▸ **DATASET EXCERPTS**:
---------------

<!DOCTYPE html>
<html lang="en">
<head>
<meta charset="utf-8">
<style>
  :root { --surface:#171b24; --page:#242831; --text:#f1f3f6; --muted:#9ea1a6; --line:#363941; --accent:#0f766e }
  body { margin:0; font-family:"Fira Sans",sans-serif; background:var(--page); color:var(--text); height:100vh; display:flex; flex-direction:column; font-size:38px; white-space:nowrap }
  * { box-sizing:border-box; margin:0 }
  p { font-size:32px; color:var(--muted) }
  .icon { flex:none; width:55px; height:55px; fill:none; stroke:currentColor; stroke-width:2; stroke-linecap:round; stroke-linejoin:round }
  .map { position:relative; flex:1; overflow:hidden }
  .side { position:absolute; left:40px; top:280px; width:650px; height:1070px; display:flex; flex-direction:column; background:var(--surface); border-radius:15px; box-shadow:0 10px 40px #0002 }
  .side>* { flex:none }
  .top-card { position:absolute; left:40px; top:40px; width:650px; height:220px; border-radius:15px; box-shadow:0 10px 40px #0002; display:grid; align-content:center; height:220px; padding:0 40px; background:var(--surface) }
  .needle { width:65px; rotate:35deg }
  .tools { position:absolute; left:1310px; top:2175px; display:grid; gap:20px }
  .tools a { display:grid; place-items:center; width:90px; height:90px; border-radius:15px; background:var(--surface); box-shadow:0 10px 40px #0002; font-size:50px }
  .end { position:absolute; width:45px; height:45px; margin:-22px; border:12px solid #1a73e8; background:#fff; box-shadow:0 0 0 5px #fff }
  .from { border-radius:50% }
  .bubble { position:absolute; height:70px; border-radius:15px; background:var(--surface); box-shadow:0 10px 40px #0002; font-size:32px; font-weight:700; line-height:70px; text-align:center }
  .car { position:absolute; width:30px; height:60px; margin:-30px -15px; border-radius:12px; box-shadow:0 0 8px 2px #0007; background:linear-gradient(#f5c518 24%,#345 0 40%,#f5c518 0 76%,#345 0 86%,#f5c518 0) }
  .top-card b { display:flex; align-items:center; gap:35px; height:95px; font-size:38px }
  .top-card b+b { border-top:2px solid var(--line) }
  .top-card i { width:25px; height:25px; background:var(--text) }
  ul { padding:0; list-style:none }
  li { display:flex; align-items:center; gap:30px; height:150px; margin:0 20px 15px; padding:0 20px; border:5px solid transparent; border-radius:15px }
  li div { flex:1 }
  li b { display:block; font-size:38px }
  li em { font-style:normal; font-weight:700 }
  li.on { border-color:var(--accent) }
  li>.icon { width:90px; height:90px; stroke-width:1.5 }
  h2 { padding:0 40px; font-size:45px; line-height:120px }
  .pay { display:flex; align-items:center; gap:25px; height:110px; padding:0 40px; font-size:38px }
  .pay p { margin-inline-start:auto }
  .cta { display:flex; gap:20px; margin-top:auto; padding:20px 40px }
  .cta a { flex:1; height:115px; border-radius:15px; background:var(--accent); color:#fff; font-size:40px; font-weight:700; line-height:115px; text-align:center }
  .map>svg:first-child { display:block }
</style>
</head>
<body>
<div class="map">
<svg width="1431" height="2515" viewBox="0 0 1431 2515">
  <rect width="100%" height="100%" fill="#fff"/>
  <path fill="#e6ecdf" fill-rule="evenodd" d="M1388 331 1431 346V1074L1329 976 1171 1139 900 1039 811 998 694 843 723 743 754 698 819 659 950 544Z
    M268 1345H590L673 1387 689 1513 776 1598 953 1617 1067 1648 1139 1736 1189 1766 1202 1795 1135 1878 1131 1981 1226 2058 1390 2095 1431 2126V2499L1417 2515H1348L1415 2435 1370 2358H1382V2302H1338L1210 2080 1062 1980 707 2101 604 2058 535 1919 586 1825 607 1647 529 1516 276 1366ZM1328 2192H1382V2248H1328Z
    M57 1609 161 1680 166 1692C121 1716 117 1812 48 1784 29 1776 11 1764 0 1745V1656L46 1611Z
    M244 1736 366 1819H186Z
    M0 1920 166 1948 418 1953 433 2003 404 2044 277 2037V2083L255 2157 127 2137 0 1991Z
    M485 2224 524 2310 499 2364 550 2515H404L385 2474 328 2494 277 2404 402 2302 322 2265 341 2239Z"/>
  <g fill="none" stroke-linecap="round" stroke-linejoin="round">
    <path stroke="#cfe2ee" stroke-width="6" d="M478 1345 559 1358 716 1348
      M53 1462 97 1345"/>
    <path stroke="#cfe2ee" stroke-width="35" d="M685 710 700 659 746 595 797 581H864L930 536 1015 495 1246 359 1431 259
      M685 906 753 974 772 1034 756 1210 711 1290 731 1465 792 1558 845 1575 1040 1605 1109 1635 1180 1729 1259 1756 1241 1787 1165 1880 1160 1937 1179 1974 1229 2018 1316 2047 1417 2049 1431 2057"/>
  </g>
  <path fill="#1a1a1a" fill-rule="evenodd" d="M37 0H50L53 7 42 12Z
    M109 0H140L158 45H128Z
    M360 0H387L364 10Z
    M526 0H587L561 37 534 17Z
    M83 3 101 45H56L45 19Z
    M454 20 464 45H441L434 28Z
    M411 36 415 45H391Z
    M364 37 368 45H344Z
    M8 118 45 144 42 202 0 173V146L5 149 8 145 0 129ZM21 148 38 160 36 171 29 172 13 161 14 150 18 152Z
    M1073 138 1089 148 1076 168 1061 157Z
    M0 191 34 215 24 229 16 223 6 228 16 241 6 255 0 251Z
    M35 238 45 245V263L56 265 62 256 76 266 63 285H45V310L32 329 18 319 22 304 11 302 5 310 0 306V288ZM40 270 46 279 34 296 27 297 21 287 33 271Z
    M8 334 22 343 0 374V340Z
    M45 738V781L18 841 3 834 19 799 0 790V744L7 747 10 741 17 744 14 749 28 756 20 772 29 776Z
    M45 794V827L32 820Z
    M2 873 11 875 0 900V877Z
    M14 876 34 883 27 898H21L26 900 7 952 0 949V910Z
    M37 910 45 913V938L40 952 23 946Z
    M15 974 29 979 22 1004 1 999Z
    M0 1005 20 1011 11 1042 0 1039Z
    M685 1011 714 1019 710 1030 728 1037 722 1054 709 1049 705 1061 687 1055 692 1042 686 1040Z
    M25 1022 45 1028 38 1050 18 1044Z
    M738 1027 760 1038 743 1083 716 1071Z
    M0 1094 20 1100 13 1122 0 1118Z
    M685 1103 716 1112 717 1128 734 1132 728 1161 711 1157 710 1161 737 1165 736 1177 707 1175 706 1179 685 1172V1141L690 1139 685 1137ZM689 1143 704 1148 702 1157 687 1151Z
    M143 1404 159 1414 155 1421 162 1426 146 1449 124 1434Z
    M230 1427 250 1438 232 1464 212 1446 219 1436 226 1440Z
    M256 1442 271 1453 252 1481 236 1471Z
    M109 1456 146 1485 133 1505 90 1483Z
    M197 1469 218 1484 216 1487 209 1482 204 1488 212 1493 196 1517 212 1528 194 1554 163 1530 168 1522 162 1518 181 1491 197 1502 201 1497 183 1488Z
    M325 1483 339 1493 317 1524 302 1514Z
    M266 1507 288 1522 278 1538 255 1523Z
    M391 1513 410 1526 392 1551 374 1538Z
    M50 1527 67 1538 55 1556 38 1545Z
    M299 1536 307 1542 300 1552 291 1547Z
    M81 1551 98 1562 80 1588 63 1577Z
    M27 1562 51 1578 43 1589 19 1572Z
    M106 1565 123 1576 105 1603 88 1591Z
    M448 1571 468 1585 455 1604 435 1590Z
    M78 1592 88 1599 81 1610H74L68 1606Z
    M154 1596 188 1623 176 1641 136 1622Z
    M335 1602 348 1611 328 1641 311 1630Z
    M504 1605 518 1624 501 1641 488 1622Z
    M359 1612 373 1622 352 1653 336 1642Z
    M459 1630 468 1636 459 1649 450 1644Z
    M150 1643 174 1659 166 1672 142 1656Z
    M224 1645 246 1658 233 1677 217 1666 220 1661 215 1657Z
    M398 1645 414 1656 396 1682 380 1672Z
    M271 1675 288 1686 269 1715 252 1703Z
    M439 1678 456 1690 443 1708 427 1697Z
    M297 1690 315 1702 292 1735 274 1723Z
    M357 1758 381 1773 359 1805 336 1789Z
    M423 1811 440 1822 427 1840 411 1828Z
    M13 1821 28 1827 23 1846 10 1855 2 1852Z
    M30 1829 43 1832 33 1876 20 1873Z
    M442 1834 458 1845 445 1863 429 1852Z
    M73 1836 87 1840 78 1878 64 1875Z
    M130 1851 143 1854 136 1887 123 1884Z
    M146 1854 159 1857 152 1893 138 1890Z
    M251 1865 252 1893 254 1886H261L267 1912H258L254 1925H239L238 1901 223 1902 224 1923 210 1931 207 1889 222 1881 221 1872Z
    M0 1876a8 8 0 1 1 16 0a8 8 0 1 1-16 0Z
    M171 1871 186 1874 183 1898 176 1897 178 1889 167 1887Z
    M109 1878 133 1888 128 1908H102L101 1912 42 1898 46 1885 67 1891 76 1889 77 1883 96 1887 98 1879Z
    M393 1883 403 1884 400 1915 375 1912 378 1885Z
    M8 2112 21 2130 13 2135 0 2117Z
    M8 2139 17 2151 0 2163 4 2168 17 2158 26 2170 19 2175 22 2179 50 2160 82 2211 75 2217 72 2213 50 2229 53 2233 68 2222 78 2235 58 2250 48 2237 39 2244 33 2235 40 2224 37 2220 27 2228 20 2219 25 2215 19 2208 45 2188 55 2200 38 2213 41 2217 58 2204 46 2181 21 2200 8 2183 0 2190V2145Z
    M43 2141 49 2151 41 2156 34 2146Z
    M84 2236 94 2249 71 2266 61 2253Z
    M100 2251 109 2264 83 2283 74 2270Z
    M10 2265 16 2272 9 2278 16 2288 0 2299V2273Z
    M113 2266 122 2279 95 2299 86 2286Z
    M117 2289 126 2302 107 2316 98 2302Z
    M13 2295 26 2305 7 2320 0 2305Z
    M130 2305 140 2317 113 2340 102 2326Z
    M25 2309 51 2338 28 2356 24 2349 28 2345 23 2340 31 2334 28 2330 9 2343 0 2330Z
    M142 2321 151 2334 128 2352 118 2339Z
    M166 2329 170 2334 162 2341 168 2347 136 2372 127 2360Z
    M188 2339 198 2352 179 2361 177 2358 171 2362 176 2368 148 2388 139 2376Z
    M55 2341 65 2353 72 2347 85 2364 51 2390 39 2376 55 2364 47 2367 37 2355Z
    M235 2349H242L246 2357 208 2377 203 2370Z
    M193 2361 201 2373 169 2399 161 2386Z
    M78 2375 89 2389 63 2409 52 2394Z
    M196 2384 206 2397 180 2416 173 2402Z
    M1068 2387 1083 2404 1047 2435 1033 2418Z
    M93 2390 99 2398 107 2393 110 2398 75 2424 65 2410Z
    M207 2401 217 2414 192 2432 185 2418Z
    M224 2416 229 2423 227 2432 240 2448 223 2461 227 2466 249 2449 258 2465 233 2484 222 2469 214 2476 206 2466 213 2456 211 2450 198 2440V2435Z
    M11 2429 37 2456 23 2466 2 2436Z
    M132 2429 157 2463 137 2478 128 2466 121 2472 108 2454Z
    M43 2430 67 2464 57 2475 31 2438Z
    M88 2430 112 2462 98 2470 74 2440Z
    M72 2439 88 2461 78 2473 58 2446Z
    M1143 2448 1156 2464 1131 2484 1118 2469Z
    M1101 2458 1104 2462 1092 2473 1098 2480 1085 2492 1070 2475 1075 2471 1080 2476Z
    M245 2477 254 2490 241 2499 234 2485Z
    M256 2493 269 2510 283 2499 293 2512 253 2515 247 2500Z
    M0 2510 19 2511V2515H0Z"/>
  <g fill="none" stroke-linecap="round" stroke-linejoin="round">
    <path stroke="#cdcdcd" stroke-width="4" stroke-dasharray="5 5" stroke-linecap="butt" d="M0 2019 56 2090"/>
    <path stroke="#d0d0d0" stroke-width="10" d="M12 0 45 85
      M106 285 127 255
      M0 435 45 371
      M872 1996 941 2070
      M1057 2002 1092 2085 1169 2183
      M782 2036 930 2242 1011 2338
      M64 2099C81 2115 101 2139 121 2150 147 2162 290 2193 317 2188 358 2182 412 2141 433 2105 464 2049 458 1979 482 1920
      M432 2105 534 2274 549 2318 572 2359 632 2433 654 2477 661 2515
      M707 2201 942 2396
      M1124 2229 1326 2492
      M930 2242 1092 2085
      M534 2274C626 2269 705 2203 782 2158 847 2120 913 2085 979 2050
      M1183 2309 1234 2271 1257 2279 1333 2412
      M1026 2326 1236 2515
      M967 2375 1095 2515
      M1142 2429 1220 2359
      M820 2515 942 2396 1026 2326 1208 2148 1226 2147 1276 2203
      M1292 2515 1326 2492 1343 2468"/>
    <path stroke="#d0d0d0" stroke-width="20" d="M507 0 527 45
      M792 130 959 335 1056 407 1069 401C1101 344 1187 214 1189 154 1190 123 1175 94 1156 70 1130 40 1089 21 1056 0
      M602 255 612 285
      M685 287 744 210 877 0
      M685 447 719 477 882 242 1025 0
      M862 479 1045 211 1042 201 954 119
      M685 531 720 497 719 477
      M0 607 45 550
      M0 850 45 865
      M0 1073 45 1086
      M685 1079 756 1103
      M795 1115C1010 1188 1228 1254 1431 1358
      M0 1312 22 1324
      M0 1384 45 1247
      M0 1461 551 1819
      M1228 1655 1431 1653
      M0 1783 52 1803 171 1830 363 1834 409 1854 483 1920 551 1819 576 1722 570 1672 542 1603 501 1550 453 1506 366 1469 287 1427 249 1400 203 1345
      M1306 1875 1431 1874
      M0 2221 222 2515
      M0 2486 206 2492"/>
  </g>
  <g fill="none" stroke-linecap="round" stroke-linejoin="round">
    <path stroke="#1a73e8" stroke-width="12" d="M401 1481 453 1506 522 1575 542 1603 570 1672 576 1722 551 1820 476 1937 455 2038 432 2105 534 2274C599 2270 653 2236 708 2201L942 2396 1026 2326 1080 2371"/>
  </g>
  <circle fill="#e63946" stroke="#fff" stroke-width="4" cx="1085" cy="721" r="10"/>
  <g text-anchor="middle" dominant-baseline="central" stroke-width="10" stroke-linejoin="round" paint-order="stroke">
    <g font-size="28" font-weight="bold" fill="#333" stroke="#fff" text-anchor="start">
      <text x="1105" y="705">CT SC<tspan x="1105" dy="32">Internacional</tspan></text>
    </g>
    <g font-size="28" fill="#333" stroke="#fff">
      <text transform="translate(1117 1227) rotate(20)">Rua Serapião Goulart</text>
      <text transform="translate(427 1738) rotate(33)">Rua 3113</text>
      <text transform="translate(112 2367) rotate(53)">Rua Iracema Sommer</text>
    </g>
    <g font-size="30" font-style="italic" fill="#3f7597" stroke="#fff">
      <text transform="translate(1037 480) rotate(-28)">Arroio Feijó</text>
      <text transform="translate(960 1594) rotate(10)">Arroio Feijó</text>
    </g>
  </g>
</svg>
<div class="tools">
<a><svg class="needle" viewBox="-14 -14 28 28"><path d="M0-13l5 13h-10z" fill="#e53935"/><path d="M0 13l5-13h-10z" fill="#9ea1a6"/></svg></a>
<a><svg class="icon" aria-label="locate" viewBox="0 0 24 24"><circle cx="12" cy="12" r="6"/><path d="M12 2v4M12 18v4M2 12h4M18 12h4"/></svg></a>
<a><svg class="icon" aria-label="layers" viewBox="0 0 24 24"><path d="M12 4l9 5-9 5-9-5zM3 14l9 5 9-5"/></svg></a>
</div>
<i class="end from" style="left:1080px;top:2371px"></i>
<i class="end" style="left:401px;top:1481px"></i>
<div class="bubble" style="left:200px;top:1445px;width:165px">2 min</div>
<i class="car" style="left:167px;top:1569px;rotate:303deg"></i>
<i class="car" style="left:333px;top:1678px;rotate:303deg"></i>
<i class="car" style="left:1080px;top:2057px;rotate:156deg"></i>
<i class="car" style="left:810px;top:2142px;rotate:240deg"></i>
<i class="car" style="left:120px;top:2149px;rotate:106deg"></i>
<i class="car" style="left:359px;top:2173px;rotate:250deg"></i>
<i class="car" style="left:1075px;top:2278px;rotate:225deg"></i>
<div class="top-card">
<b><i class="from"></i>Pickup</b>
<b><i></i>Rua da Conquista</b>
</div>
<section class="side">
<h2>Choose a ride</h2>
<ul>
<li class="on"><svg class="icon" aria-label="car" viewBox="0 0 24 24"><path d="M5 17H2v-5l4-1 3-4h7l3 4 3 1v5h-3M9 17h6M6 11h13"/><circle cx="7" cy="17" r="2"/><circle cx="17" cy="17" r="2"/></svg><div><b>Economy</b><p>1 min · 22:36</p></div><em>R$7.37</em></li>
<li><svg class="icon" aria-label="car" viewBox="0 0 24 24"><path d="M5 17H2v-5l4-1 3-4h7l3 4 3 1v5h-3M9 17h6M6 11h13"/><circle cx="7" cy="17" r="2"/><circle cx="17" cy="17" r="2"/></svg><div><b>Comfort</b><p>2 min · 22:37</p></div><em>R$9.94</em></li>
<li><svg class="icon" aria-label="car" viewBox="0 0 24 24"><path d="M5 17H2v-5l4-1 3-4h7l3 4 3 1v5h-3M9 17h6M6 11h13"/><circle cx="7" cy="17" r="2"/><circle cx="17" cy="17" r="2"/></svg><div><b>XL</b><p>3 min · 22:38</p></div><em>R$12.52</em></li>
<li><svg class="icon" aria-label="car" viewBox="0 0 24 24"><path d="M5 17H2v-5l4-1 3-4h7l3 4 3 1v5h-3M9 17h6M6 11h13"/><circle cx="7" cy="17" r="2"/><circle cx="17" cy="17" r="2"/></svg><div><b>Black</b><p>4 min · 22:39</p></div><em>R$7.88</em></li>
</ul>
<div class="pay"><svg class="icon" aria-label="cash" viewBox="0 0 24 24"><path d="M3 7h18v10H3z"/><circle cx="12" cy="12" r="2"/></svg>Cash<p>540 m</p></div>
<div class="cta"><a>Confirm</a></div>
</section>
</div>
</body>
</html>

---------------

Your answer should consist of copies of the lines above that include the string "direction".

▸ **TASK OUTPUT**:
  body { margin:0; font-family:"Fira Sans",sans-serif; background:var(--page); color:var(--text); height:100vh; display:flex; flex-direction:column; font-size:38px; white-space:nowrap }
  .side { position:absolute; left:40px; top:280px; width:650px; height:1070px; display:flex; flex-direction:column; background:var(--surface); border-radius:15px; box-shadow:0 10px 40px #0002 }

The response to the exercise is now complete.